Activity> Lines from the one containing "Quick job: Dump" to the end of the data below are to be restated exactly, with both ends included and nothing else.

Records provided>

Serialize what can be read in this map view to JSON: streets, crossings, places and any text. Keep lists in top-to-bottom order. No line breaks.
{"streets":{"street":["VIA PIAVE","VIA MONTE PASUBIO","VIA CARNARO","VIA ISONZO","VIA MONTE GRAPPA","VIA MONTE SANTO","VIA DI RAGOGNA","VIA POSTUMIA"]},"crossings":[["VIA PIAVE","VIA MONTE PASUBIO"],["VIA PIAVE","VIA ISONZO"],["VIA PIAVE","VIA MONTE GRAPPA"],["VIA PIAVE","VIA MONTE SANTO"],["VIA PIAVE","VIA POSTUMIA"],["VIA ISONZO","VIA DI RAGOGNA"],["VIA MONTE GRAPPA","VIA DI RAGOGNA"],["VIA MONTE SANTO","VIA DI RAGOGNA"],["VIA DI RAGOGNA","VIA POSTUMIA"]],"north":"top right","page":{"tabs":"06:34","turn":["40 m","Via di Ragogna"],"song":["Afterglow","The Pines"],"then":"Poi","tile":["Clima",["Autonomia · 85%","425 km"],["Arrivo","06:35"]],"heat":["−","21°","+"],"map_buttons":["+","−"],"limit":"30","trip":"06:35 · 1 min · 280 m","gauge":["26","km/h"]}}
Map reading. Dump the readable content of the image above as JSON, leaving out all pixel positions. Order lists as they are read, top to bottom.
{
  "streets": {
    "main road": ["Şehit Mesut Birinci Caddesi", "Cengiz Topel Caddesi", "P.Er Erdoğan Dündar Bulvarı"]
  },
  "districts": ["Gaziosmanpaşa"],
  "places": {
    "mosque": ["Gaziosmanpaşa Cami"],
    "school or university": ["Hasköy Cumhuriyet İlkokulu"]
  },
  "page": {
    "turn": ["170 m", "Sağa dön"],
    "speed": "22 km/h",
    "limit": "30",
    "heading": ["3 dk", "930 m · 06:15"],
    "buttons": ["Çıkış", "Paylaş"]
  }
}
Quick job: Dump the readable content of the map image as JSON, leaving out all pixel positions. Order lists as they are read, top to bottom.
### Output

Result of this exercise>
Quick job: Dump the readable content of the map image as JSON, leaving out all pixel positions. Order lists as they are read, top to bottom.
### Output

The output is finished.